**What is being asked**
In the entries below, every line with the string "linecap" is to be reported.
═════ Given entries ═════
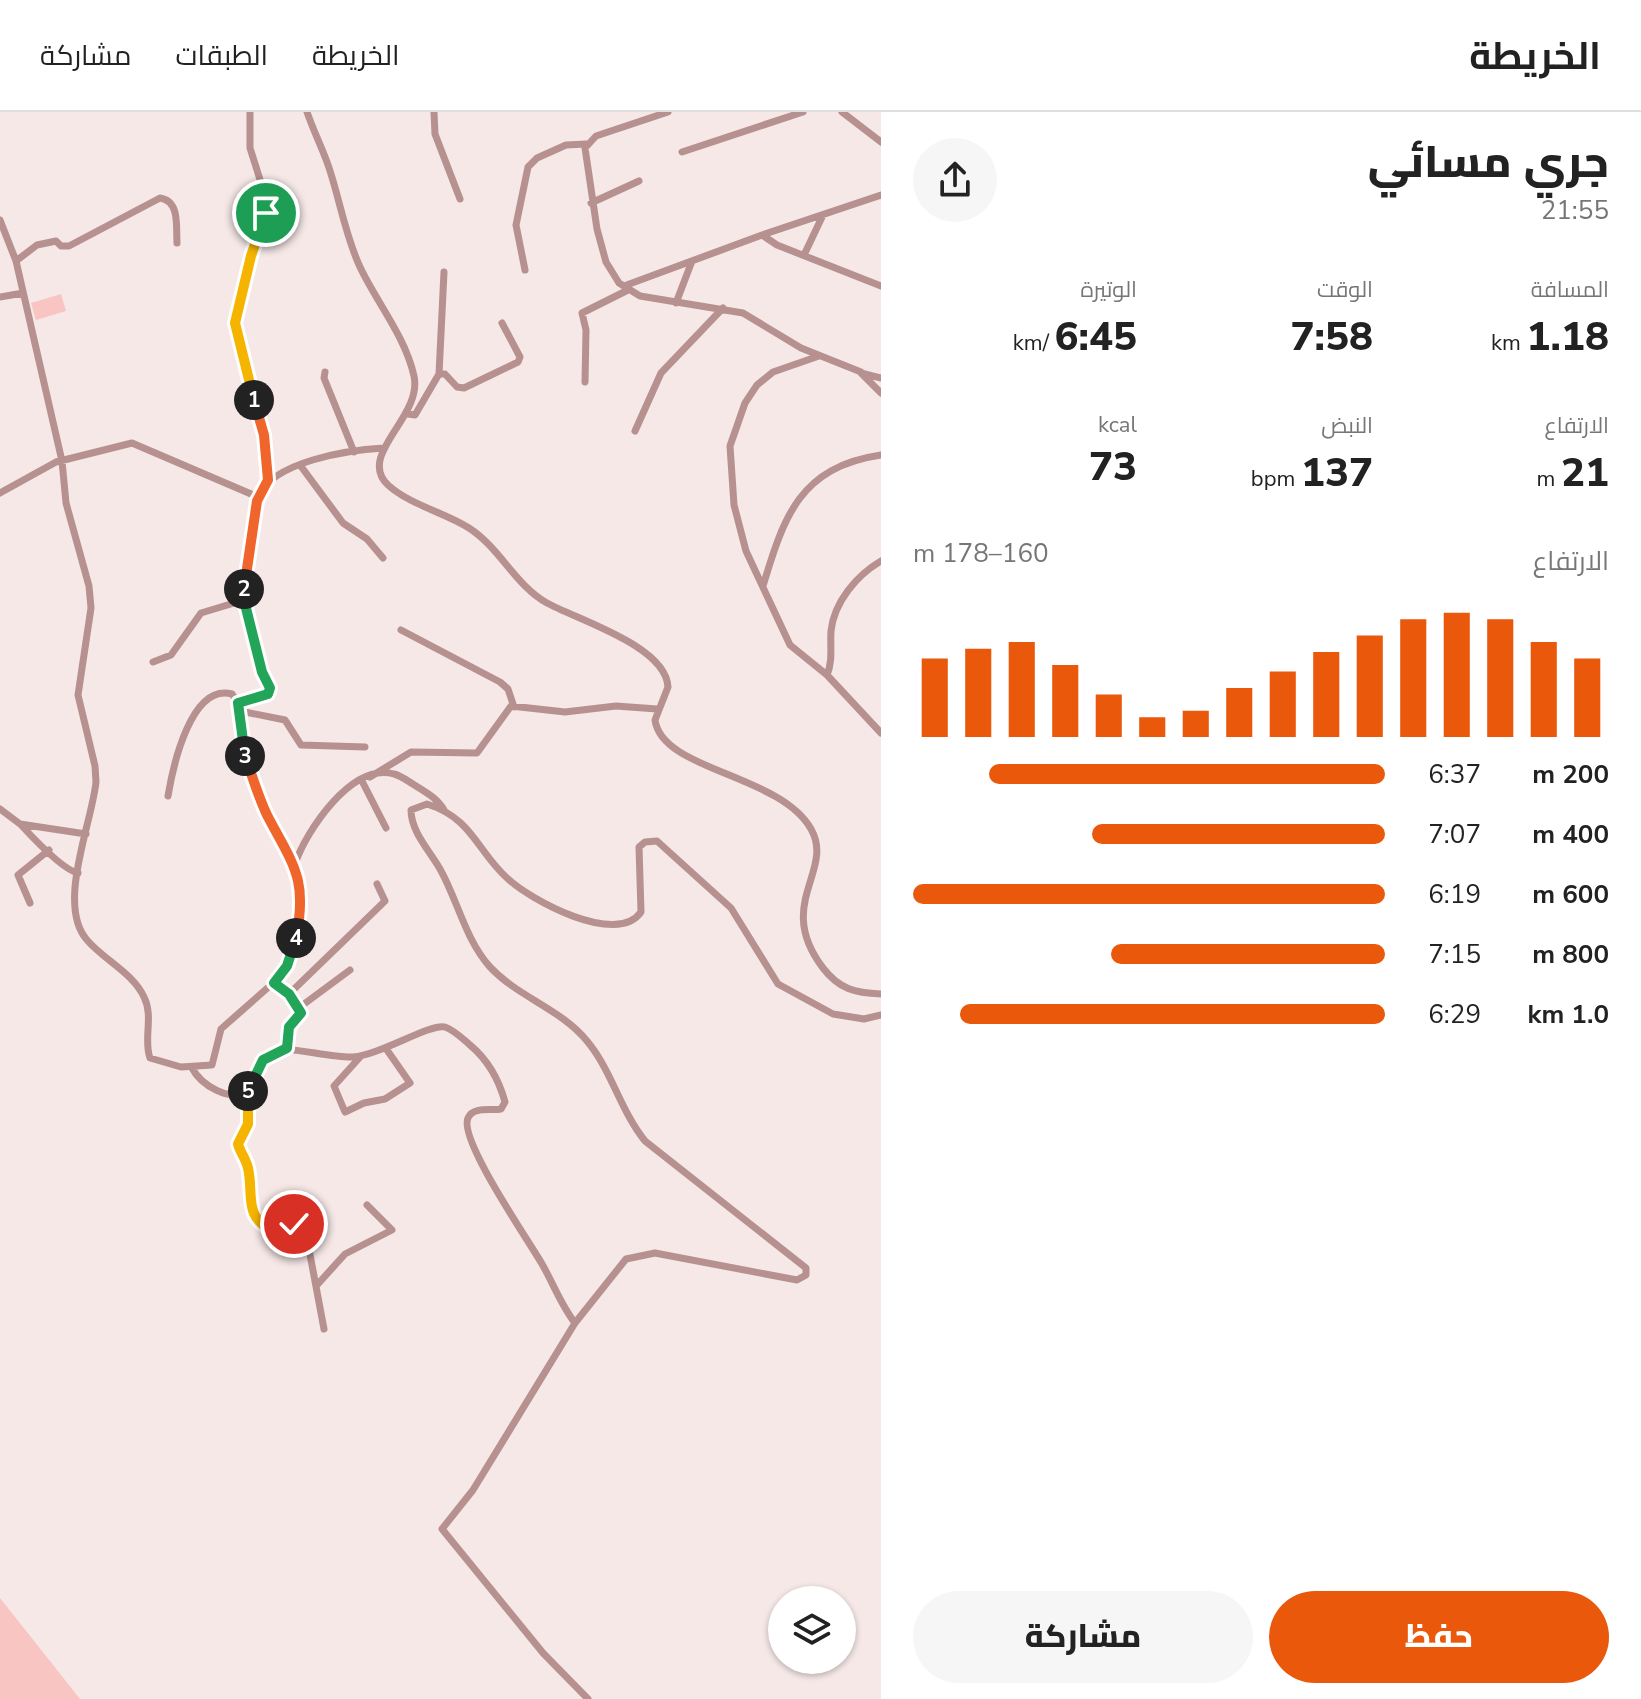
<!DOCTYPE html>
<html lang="ar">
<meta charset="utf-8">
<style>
:root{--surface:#fff;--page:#f6f6f6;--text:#222;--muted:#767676;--line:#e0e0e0;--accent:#ea580c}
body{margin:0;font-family:"Nunito Sans",Cairo,sans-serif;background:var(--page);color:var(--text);direction:rtl;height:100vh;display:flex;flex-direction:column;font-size:30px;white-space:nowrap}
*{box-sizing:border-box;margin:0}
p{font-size:26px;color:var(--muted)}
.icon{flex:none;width:44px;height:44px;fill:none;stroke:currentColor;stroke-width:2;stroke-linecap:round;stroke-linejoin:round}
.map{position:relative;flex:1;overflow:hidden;direction:ltr}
.drawer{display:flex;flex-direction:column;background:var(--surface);width:760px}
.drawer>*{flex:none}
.controls{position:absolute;left:768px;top:1474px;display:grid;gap:16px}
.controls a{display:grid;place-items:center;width:88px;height:88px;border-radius:50%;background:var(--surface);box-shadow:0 2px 6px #0004;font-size:40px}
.pin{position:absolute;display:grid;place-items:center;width:68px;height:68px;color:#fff;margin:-34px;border:4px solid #fff;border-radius:50%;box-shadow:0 2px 8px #0007}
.km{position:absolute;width:40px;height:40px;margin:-20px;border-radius:50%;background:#222;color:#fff;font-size:22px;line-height:40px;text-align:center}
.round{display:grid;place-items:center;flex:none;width:84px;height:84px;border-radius:42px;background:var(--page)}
.headline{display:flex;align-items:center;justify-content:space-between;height:136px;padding:0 32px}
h1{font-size:44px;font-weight:800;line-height:60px}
.metrics{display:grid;grid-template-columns:repeat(3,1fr);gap:12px;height:136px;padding:8px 32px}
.metrics div{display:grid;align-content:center}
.metrics b{font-size:40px;font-weight:800}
.metrics small{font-size:22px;font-weight:400}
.metrics p{font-size:22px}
.chart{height:224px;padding:16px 32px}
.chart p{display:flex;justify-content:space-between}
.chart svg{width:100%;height:144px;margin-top:8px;stroke:var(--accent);stroke-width:6}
.primary-button{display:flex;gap:16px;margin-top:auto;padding:16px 32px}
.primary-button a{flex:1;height:92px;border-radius:48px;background:var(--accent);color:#fff;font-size:32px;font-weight:800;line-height:92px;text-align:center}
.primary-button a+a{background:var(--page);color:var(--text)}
ul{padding:0 32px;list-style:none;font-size:26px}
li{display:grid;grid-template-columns:128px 96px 1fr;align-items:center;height:60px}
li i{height:20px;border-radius:10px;background:var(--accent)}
header{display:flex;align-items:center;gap:48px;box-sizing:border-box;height:112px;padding:0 40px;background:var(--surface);border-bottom:2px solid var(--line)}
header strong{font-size:38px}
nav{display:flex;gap:44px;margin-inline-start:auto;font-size:28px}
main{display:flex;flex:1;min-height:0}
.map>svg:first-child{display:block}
.green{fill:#f9c5c2}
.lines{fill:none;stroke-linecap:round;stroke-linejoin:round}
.minor{stroke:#b6918f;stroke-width:7}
.split-1-casing{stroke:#fff;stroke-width:16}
.split-2-casing{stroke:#fff;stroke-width:16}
.split-3-casing{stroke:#fff;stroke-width:16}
.split-4-casing{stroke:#fff;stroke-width:16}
.split-5-casing{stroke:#fff;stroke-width:16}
.split-6-casing{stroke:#fff;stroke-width:16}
.split-1{stroke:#f5b400;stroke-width:10}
.split-2{stroke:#f0652b;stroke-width:10}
.split-3{stroke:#22a559;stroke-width:10}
.split-4{stroke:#f0652b;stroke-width:10}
.split-5{stroke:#22a559;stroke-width:10}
.split-6{stroke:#f5b400;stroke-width:10}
</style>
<header>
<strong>الخريطة</strong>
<nav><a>الخريطة</a><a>الطبقات</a><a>مشاركة</a></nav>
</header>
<main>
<section class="drawer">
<div class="headline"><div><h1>جري مسائي</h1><p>21:55</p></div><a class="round"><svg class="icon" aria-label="share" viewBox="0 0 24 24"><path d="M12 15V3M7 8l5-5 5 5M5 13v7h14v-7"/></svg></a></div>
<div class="metrics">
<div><p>المسافة</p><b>1.18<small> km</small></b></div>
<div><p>الوقت</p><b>7:58</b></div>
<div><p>الوتيرة</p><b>6:45<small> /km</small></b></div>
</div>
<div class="metrics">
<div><p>الارتفاع</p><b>21<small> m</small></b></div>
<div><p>النبض</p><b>137<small> bpm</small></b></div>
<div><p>kcal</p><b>73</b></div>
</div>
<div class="chart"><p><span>الارتفاع</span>160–178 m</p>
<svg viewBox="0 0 160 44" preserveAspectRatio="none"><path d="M5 44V20M15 44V17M25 44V15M35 44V22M45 44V31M55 44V38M65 44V36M75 44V29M85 44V24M95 44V18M105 44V13M115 44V8M125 44V6M135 44V8M145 44V15M155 44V20"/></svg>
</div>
<ul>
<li><b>200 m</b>6:37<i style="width:84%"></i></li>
<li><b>400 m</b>7:07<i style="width:62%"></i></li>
<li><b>600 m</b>6:19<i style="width:100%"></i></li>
<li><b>800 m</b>7:15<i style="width:58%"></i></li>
<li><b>1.0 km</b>6:29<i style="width:90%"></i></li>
</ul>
<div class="primary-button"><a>حفظ</a><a>مشاركة</a></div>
</section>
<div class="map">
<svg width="881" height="1587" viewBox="0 0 881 1587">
<rect width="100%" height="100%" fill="#f5e8e7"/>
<path class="green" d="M61 182 66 199 36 208 31 191Z
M0 1486 80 1587H0Z"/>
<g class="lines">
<path class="minor" d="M250 0V36L268 93 235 211 264 323 268 368
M307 0C314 21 325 41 331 62 341 94 346 125 360 155 377 191 405 224 414 264 423 305 356 343 388 373 410 393 444 400 469 416 500 436 515 473 547 491 578 508 666 534 668 575L655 608C662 659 780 662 811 717 835 759 774 792 823 856 839 877 855 881 881 882
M434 0 435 22 460 87
M668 0 596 24 585 36 597 117 606 150 619 171 640 184 743 201 801 236 861 260
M842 0 881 30
M682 40 803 0
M591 91 639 69
M0 108 16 149 62 349 66 391 89 474 91 496 78 583 95 654 96 670C92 711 56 793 87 828 104 848 133 861 144 885 154 905 143 927 150 946L181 955 212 953 221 917 281 864 296 828 301 790 297 758 259 683 244 638 238 591 232 582C191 571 173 654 168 684
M762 123 881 83
M804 143 823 103
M16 149 37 133 56 129 61 134H69L160 86C180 89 176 114 177 131
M525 158 516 113 528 55 537 46 566 33 586 32
M624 174 762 123 777 133 881 174
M0 185 23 181
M676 191 692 149
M819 244 773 260 757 273 745 291 730 334 734 393 746 439 790 533 827 563 881 621
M325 260 324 266 354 340
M439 262 444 160
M881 266 861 261 881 281
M585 270 586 218 582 201 628 178
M408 302 415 303 439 262H445L457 275 464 276 518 250 520 245 502 211
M635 319 661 261 723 196
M300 353 343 411 367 427 383 446
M0 381 56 350 132 331 258 385 244 488 270 580 238 591
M258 385C273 349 349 338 384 336
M763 474C784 404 800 355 881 343
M401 518 500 570 508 577 514 595
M153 550 171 543 201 501 244 488
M827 563C833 549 830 534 831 519 834 490 857 463 881 449
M240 599 285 608 301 633 365 635
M370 665 411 640 477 641 511 594 565 600 616 594 657 597
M362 669 386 716
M0 697 20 712 86 722
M22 714C34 727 63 758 78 761
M295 752C306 719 352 650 394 662 402 664 409 670 416 674 427 681 438 687 444 698
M30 791 18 763 49 738
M274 871 301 897 289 915 287 936
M289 882 385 789 377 772
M300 895 350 858
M361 944 334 974 345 1000 364 991 385 987 410 971 387 938
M192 956C201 973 229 990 248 980L260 952 280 938C293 935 332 946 353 945 380 943 431 911 445 915 454 918 463 927 470 933 488 948 499 968 505 990L501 997C491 999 473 994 468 1006 458 1027 529 1129 542 1152 553 1171 561 1193 575 1211
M245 982 248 1012 238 1032C240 1040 246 1047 248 1056 253 1082 243 1104 272 1118L299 1110 305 1116 324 1217
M317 1173 345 1142 392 1118 367 1093
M588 1587 543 1541 442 1417 473 1378 575 1211 626 1147 655 1141 797 1168 806 1163V1156L645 1029C620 998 612 959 587 929 561 897 518 885 490 855 465 827 458 789 440 757 430 739 411 720 411 698L427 692C472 706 477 739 507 766 530 788 617 835 641 800L639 735 645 730 657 729 731 796 778 872 833 902 864 907 881 903"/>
</g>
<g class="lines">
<defs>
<path id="split-1" d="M254 288 235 211 251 144 266 101"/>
<path id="split-2" d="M244 477 257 389 268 368 264 323 254 288"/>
<path id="split-3" d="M244 477V488L262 560 270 576 268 582 238 591 245 644"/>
<path id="split-4" d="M245 644C252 663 258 684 267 703 293 753 308 766 296 826"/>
<path id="split-5" d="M248 979 263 948 287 936 289 915 301 901 289 882 274 871 287 854 296 826"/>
<path id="split-6" d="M248 979V1012L238 1032C240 1040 246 1047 248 1056 254 1082 243 1105 272 1118L294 1112"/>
</defs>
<use href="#split-1" class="split-1-casing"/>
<use href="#split-2" class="split-2-casing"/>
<use href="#split-3" class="split-3-casing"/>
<use href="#split-4" class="split-4-casing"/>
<use href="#split-5" class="split-5-casing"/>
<use href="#split-6" class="split-6-casing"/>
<use href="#split-1" class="split-1"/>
<use href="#split-2" class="split-2"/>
<use href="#split-3" class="split-3"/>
<use href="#split-4" class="split-4"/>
<use href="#split-5" class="split-5"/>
<use href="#split-6" class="split-6"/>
</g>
</svg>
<div class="controls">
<a><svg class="icon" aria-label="layers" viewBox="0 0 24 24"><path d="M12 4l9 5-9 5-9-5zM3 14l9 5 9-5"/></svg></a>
</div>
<div class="pin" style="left:266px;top:101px;background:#1e9e55"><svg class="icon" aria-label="arrive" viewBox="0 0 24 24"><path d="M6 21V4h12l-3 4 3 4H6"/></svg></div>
<div class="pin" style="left:294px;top:1112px;background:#d93025"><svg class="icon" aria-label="check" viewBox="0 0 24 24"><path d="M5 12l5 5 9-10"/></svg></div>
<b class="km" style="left:254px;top:288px">1</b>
<b class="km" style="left:244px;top:477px">2</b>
<b class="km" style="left:245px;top:644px">3</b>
<b class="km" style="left:296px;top:826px">4</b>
<b class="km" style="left:248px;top:979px">5</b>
</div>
</main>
═════
**Reply**
.icon{flex:none;width:44px;height:44px;fill:none;stroke:currentColor;stroke-width:2;stroke-linecap:round;stroke-linejoin:round}
.lines{fill:none;stroke-linecap:round;stroke-linejoin:round}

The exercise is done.